While the exact number of casualties remains to be confirmed, these attacks are showing a worrying trend as they occurred only four days after ten civilians and seven UN peacekeepers were killed in the same region. These new incidents targeted the villages of Tiero-Oula et Sieblo-Oula, located only 15 kilometres south of Taï along the border with Liberia. “These recent attacks are having serious consequences for the civilian population”, says Ndolamb Ngokwey, the UN Humanitarian Coordinator in Côte d’Ivoire. “They have a direct impact on the work carried out by humanitarian organizations in the field as the affected population is becoming difficult to reach due to the security situation”.

As of today, humanitarian agencies estimate that over 5,000 people are displaced, among whom a majority is women and children. “We call upon the Ivorian Authorities, supported by the UN Operation in Côte d’Ivoire (UNOCI), to take the necessary measures to protect the civilian population in the affected areas”, Mr. Ngokwey adds.

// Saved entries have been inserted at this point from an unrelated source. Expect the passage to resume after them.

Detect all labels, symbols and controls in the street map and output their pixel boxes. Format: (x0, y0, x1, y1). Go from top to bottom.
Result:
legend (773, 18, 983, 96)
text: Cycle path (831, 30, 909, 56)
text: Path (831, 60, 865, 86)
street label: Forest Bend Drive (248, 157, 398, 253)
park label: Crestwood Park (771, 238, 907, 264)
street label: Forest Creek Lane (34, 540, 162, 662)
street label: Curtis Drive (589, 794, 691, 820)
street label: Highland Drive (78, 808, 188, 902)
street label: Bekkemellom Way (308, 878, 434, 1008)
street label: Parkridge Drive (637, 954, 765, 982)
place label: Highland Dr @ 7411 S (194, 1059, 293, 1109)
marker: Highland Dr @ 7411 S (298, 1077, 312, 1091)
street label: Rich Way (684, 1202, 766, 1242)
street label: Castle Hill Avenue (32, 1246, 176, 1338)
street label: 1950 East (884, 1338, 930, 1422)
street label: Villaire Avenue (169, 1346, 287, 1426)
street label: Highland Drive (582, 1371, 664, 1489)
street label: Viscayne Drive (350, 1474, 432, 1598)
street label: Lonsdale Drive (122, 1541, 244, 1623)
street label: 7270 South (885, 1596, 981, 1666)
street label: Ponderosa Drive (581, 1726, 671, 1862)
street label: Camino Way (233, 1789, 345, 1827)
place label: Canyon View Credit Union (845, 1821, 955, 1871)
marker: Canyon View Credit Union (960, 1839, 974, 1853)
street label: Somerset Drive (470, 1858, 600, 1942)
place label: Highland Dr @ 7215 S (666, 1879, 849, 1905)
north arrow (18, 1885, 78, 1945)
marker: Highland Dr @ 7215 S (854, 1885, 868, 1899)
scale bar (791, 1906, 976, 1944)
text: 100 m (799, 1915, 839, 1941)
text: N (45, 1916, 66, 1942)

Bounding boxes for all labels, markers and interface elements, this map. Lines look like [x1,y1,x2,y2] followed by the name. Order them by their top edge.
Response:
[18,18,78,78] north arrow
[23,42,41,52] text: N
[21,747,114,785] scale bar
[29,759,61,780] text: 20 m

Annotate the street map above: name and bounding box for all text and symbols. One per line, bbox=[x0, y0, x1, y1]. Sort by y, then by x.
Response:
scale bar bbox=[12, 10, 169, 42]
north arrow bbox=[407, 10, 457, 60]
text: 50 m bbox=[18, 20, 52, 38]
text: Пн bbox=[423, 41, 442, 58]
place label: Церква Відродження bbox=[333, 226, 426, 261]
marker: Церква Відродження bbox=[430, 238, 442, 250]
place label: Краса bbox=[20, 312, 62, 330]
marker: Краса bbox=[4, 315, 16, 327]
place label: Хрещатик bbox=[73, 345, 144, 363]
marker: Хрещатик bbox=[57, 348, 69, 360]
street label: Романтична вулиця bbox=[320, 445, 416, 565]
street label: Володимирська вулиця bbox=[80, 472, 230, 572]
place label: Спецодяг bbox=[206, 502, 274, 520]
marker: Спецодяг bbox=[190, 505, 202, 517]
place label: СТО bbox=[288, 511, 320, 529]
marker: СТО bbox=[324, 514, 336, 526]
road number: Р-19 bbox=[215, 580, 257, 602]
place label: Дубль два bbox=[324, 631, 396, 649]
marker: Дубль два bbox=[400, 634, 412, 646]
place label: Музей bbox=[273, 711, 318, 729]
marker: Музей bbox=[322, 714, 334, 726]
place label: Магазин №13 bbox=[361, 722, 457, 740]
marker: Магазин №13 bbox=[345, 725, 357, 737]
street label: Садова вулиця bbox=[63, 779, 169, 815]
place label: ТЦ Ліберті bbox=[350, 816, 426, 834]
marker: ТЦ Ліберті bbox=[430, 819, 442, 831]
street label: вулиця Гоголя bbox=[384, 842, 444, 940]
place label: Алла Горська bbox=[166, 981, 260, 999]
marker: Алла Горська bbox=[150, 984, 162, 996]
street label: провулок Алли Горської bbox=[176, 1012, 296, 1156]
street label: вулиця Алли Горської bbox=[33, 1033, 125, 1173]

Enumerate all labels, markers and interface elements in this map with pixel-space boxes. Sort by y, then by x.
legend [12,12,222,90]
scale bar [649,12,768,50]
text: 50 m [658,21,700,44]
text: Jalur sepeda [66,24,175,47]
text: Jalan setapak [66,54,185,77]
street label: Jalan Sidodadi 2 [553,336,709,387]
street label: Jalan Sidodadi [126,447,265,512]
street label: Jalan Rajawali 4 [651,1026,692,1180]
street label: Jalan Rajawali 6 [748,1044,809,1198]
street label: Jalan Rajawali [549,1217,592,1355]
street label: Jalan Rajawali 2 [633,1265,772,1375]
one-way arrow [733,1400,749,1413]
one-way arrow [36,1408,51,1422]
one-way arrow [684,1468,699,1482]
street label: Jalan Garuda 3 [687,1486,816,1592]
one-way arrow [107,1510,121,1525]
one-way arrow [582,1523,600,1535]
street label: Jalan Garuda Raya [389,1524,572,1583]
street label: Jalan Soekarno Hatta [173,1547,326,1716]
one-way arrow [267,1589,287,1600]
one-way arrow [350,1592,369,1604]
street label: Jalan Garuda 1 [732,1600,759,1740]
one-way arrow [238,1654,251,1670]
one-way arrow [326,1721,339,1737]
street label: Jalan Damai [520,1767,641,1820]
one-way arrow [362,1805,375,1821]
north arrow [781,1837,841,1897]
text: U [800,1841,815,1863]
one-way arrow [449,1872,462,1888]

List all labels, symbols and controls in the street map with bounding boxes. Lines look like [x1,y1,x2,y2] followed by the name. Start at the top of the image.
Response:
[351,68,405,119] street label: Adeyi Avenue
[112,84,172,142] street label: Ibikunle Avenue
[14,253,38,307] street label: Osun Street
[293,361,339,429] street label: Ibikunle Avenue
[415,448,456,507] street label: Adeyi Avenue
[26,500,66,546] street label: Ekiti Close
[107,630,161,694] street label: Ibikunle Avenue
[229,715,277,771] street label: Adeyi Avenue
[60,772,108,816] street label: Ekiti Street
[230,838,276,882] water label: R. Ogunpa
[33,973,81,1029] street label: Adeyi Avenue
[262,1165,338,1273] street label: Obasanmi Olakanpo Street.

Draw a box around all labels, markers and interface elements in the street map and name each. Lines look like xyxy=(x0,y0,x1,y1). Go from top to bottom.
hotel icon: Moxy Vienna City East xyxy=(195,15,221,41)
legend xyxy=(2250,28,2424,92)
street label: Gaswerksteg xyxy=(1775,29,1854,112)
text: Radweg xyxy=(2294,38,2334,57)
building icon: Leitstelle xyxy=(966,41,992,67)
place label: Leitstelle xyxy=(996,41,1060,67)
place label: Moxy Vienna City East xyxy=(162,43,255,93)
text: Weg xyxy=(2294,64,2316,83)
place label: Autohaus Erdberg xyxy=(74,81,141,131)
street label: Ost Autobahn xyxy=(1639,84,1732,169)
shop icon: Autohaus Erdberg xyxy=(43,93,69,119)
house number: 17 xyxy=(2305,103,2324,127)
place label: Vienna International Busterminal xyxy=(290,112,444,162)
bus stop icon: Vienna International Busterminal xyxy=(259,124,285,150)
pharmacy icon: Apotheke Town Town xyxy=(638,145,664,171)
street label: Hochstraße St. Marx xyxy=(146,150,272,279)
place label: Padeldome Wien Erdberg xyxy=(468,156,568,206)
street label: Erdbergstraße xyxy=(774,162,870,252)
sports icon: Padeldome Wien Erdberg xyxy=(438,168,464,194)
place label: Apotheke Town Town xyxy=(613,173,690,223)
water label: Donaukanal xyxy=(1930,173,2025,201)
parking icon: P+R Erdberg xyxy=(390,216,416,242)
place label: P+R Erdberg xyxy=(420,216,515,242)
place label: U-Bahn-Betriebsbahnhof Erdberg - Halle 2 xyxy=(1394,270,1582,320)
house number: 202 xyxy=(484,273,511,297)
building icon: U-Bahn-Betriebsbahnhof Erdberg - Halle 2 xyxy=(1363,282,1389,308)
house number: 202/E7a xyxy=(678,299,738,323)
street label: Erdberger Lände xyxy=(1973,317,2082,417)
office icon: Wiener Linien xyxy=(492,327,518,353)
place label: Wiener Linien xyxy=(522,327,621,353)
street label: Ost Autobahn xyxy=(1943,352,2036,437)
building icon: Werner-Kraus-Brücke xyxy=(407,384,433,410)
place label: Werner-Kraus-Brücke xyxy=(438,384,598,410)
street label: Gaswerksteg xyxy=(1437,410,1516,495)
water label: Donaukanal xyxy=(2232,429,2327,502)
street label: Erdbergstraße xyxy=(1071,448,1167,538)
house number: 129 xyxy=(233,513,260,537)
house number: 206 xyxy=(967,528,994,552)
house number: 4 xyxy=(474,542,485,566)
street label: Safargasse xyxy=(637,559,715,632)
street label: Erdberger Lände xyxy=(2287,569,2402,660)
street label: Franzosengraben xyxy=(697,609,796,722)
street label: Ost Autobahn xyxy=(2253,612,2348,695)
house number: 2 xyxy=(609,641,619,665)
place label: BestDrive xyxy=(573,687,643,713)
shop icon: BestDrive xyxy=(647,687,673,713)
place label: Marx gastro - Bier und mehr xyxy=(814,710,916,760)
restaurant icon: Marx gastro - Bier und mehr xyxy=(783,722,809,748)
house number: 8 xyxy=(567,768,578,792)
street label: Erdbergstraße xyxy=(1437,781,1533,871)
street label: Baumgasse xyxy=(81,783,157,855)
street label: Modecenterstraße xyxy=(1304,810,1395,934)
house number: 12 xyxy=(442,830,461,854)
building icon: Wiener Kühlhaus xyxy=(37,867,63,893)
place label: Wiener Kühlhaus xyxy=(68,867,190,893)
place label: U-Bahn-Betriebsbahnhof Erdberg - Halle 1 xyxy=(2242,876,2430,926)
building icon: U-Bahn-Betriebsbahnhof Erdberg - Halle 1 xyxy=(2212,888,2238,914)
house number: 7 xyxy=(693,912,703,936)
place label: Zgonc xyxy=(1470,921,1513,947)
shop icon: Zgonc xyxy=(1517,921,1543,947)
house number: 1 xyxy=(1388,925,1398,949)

Where the situation allows, humanitarian agencies are providing emergency assistance to the displaced people to ensure access to drinking water, food, health care and essential non-food items. Many of the displaced are currently living with host families, thereby placing a heavy burden on their already meagre livelihoods. In some areas, humanitarian actors have ceased their activities as a result of the security situation along the Taï-Grabo road.

The humanitarian community deeply deplores this new threat that is causing fear among the local population. Not only do these attacks drive people away from their homes and villages and threaten their well-being, but they also come at a time when people are still recovering from the trauma endured during the post-electoral crisis over one year ago.